▶ _PROBLEM STATEMENT_
Print the lines that run from the line with "position:absolute; right:15px; bottom:15px;" to the line with "font-size:16px; font-style:normal; color:#7c7c81", keeping both end lines, exactly as they appear in the entries below, and nothing else.

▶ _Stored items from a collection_
-=-=-

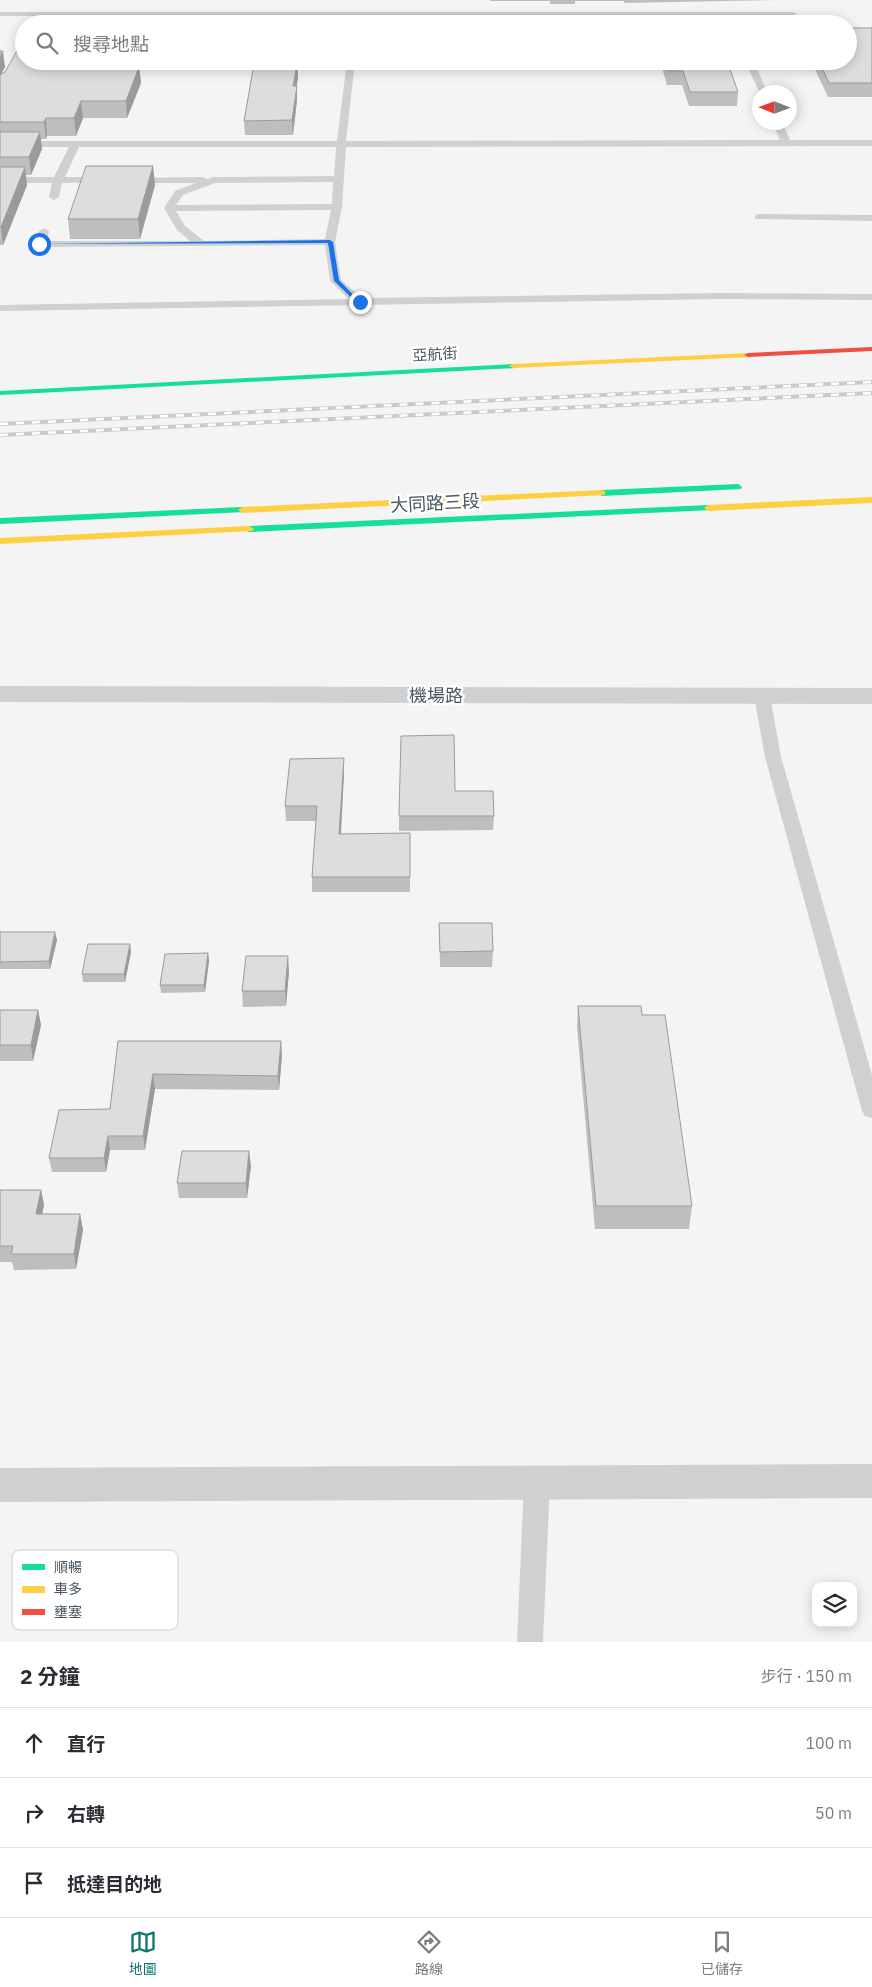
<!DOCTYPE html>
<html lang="zh-TW">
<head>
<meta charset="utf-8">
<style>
	body { margin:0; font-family:"IBM Plex Sans","Noto Sans TC",sans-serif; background:#f7f7f7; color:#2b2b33 }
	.controls { position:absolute; right:15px; bottom:15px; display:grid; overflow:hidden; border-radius:10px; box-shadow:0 2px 12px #0003 }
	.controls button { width:45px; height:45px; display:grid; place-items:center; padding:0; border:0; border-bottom:1px solid #e1e1e2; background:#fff; color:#2b2b33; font:25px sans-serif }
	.compass { position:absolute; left:752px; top:85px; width:45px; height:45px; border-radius:50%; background:#fff; box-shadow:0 2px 12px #0003; rotate:271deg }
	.stop { position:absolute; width:15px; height:15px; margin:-11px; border:4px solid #1a73e8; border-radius:50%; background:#fff }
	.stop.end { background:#1a73e8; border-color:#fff; box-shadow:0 1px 5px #0008 }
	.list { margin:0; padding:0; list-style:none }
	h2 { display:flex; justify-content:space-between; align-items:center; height:65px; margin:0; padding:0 20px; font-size:21px }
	h2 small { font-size:16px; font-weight:400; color:#7c7c81 }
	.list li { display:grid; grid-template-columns:32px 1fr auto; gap:15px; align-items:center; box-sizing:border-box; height:70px; padding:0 20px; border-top:1px solid #e1e1e2 }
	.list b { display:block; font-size:19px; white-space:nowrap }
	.list em { font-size:16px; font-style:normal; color:#7c7c81 }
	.icon { flex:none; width:28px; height:28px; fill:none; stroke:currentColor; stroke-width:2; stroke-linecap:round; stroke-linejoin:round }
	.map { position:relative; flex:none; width:872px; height:1642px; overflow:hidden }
	.search { position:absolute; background:#fff; box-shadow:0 2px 12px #0003; left:15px; right:15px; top:15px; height:55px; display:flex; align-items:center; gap:12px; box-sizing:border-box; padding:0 18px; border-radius:28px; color:#7c7c81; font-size:19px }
	.sheet { height:275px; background:#fff }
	nav { display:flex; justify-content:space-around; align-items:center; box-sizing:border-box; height:70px; border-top:1px solid #e1e1e2; background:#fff; font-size:14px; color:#7c7c81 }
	nav a { display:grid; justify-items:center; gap:2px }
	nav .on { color:#0f766e }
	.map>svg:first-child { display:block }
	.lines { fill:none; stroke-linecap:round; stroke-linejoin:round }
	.lane { fill:#ced0d2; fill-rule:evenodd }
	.street { fill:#ced0d2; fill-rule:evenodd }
	.fast { fill:#16e098; fill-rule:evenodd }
	.slow { fill:#ffcf43; fill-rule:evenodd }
	.jam { fill:#f24e42; fill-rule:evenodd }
	.rail-casing { stroke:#c9cacc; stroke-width:4 }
	.rail { stroke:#fff; stroke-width:2.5; stroke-dasharray:8; stroke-linecap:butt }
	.wall { fill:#bebebf }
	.shaded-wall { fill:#9b9b9b }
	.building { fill:#ddddde; stroke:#9b9b9b }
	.route { fill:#1a73e8 }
	.labels { text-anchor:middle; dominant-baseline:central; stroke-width:5; stroke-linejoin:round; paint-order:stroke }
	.far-street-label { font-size:15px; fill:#4a5661; stroke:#fff }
	.street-label { font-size:18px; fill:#4a5661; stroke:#fff }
	.key { fill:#fff; stroke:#c9ccd0; stroke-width:1 }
	.key-label { font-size:14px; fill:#4a5661 }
</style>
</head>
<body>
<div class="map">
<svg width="872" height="1642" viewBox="0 0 872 1642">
	<rect width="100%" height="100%" fill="#f4f4f4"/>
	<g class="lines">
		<path class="lane" d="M 0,12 L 793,12 L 797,14 L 793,16 L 0,16 Z
			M 347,61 L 355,61 L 346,141 L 780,140 L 772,122 L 782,122 L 790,140 L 872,140 L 872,146 L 346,147 L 342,207 L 335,242 L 341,280 L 362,298 L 720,293 L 872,294 L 872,300 L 720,299 L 0,311 L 0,305 L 349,299 L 330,281 L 325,245 L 39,247 L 34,244 L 39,231 L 44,228 L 49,231 L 46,241 L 190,241 L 177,230 L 164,208 L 175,191 L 196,183 L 132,183 L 128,182 L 128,178 L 203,177 L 207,179 L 214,177 L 334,176 L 336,147 L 79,147 L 65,177 L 106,177 L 110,178 L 110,182 L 62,183 L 59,197 L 54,200 L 49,197 L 52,183 L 0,183 L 0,177 L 54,177 L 69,147 L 0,147 L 0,141 L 337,141 ZM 333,182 L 332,204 L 176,205 L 183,195 L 215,183 ZM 331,210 L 325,239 L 204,241 L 185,226 L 176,211 Z
			M 745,61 L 754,61 L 767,92 L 760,94 Z
			M 759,214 L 872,215 L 872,221 L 755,219 L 755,215 Z
			M 762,691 L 770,696 L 781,757 L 872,1075 L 872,1118 L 865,1116 L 862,1111 L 765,757 L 754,696 Z
			M 537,1471 L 546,1474 L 550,1482 L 543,1642 L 517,1642 L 524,1482 L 528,1474 Z"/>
		<path class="street" d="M 0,686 L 872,688 L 872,704 L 0,702 Z
			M 872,1464 L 872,1498 L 0,1502 L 0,1468 Z"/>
		<path class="fast" d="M 513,364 L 516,364 L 516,368 L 0,395 L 0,391 Z
			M 738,484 L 742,487 L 741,489 L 602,496 L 598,493 L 602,490 Z
			M 708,505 L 712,508 L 711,510 L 249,532 L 244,529 L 249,526 Z
			M 242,507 L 246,510 L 245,512 L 0,524 L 0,518 Z"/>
		<path class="slow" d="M 748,353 L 751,353 L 751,357 L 513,368 L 509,366 L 513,364 Z
			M 602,490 L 605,491 L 605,495 L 242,513 L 238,510 L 242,507 Z
			M 872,497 L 872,503 L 708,511 L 704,508 L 708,505 Z
			M 249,526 L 254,529 L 252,531 L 0,544 L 0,538 Z"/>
		<path class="jam" d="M 872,347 L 872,351 L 748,357 L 744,355 L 748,353 Z"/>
		<defs>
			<path id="rail" d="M 0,424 L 872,382
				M 0,435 L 872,393"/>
		</defs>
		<use href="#rail" class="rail-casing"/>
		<use href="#rail" class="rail"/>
	</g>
	<path class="wall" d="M 490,0 L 777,0 L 624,3 L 624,1 L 575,1 L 575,4 L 550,4 L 550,1 L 490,1 Z
		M 872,28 L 872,97 L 828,97 L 811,61 L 848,61 Z
		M 0,51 L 5,67 L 1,74 L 24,61 L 50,61 L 48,67 L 139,67 L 141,83 L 127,118 L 83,118 L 76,136 L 47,136 L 46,139 L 41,139 L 42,149 L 31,175 L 26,175 L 27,185 L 3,245 L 0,245 Z
		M 660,61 L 727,61 L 738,92 L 737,106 L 689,106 L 682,85 L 667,85 Z
		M 297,64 L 298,78 L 296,86 L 297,100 L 293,135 L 245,135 L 244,121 Z
		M 153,166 L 155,185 L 140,239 L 70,239 L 68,219 Z
		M 344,758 L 344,773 L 341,834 L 410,833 L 410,892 L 312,892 L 312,877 L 316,821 L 286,821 L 285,806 Z
		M 455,791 L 494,816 L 493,830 L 399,831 L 399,816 Z
		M 439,923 L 493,951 L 492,967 L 440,967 Z
		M 0,932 L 57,940 L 50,969 L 0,969 Z
		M 130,944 L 131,952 L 125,982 L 83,982 L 82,974 Z
		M 208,953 L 209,961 L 205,992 L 161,993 L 160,985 Z
		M 289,971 L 286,1006 L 243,1007 L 242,991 Z
		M 578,1006 L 642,1015 L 692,1206 L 689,1229 L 595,1229 L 577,1028 Z
		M 0,1010 L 38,1010 L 41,1025 L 33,1061 L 0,1061 Z
		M 118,1041 L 282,1055 L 279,1090 L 155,1089 L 145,1150 L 110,1150 L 106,1172 L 52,1172 L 49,1158 L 110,1109 Z
		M 251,1166 L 247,1198 L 179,1198 L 177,1183 Z
		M 0,1190 L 41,1190 L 44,1205 L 42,1214 L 80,1214 L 83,1230 L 76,1269 L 14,1270 L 12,1262 L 0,1262 Z"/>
	<path class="shaded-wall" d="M 3,51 L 5,67 L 0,77 L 0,57 Z
		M 41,61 L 50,61 L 50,63 L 40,83 L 38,67 Z
		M 297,64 L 298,78 L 294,100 L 293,86 Z
		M 139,67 L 141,83 L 127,118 L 126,101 Z
		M 297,86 L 297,100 L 293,135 L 292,120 Z
		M 81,101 L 83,118 L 76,136 L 74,118 Z
		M 46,118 L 47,136 L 46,139 L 44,122 Z
		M 40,132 L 42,149 L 31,175 L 29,157 Z
		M 153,166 L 155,185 L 140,239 L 138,219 Z
		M 25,167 L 27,185 L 3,245 L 1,227 Z
		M 344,758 L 344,773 L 340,848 L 339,834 Z
		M 55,932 L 57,940 L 50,969 L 49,961 Z
		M 130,944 L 131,952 L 125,982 L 124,974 Z
		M 208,953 L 209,961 L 205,992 L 204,985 Z
		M 288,956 L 289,971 L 286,1006 L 285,991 Z
		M 38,1010 L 41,1025 L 33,1061 L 31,1045 Z
		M 281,1041 L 282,1055 L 279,1090 L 278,1076 Z
		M 153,1074 L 155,1089 L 145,1150 L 143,1136 Z
		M 108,1136 L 110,1150 L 106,1172 L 104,1158 Z
		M 249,1151 L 251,1166 L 247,1198 L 246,1183 Z
		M 41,1190 L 44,1205 L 39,1230 L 36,1214 Z
		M 80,1214 L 83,1230 L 76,1269 L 74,1254 Z"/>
	<path class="building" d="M 848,28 L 872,28 L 872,83 L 829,83 L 819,61 L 848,61 Z
		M 19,47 L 24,47 L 24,61 L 41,61 L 38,67 L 139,67 L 126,101 L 81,101 L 74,118 L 46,118 L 44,122 L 0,122 L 0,75 L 5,72 Z
		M 0,51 L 3,51 L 0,57 Z
		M 665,61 L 727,61 L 738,92 L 690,92 L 683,71 L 668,71 Z
		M 254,64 L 297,64 L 293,86 L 297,86 L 292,120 L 244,121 Z
		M 0,132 L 40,132 L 29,157 L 0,157 Z
		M 86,166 L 153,166 L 138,219 L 68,219 Z
		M 0,167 L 25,167 L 1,227 L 0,227 Z
		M 454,735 L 455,791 L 493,791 L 494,816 L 399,816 L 401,736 Z
		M 344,758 L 339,834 L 410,833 L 410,877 L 312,877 L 317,806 L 285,806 L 290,759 Z
		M 439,923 L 492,923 L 493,951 L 440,952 Z
		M 0,932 L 55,932 L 49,961 L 0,962 Z
		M 88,944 L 130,944 L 124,974 L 82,974 Z
		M 208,953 L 204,985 L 160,985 L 165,954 Z
		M 246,956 L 288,956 L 285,991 L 242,991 Z
		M 578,1006 L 641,1006 L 642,1015 L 665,1015 L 692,1206 L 596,1206 Z
		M 0,1010 L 38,1010 L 31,1045 L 0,1045 Z
		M 118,1041 L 281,1041 L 278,1076 L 153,1074 L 143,1136 L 108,1136 L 104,1158 L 49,1158 L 59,1110 L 110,1109 Z
		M 182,1151 L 249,1151 L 246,1183 L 177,1183 Z
		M 0,1190 L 41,1190 L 36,1214 L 80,1214 L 74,1254 L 11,1254 L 13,1246 L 0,1246 Z"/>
	<path class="route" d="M 330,240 L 333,242 L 339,280 L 362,304 L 358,304 L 334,281 L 328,243 L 36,244 Z"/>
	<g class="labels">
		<g class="far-street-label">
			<text transform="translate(435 354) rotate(-3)">亞航街</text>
		</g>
		<g class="street-label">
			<text transform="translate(435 503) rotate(-3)">大同路三段</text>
			<text x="436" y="695">機場路</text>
		</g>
	</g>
	<rect x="12" y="1550" width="166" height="80" rx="8" class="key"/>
	<rect x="22" y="1564" width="23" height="6" fill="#16e098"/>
	<rect x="22" y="1586" width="23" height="7" fill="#ffcf43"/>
	<rect x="22" y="1609" width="23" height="6" fill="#f24e42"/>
	<g class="key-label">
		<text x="54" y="1572">順暢</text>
		<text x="54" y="1594">車多</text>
		<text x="54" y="1617">壅塞</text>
	</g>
</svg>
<div class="controls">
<button><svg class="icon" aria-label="layers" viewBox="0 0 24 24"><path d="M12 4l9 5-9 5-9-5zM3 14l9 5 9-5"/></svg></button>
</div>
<svg class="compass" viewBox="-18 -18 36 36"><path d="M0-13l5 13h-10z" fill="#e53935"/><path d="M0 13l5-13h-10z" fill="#7c7c81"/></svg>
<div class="stop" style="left:39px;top:244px"></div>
<div class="stop end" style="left:360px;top:302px"></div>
<div class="search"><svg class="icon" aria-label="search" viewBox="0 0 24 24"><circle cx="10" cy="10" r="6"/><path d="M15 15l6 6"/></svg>搜尋地點</div>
</div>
<section class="sheet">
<h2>2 分鐘<small>步行 · 150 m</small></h2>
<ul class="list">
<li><svg class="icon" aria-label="ahead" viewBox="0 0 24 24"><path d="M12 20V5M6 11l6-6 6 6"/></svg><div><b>直行</b></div><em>100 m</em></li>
<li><svg class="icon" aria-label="right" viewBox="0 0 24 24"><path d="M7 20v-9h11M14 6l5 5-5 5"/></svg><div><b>右轉</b></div><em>50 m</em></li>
<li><svg class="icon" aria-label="arrive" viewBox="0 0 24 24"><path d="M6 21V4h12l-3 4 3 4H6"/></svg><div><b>抵達目的地</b></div></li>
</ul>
</section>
<nav>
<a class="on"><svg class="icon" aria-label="map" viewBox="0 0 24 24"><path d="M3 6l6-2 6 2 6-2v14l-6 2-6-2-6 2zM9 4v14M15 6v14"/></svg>地圖</a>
<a><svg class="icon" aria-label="directions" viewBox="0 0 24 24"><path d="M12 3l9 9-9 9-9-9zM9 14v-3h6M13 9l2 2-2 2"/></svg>路線</a>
<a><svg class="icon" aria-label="saved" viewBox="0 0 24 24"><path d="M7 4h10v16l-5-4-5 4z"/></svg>已儲存</a>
</nav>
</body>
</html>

-=-=-

▶ _ANSWER SECTION_
	.controls { position:absolute; right:15px; bottom:15px; display:grid; overflow:hidden; border-radius:10px; box-shadow:0 2px 12px #0003 }
	.controls button { width:45px; height:45px; display:grid; place-items:center; padding:0; border:0; border-bottom:1px solid #e1e1e2; background:#fff; color:#2b2b33; font:25px sans-serif }
	.compass { position:absolute; left:752px; top:85px; width:45px; height:45px; border-radius:50%; background:#fff; box-shadow:0 2px 12px #0003; rotate:271deg }
	.stop { position:absolute; width:15px; height:15px; margin:-11px; border:4px solid #1a73e8; border-radius:50%; background:#fff }
	.stop.end { background:#1a73e8; border-color:#fff; box-shadow:0 1px 5px #0008 }
	.list { margin:0; padding:0; list-style:none }
	h2 { display:flex; justify-content:space-between; align-items:center; height:65px; margin:0; padding:0 20px; font-size:21px }
	h2 small { font-size:16px; font-weight:400; color:#7c7c81 }
	.list li { display:grid; grid-template-columns:32px 1fr auto; gap:15px; align-items:center; box-sizing:border-box; height:70px; padding:0 20px; border-top:1px solid #e1e1e2 }
	.list b { display:block; font-size:19px; white-space:nowrap }
	.list em { font-size:16px; font-style:normal; color:#7c7c81 }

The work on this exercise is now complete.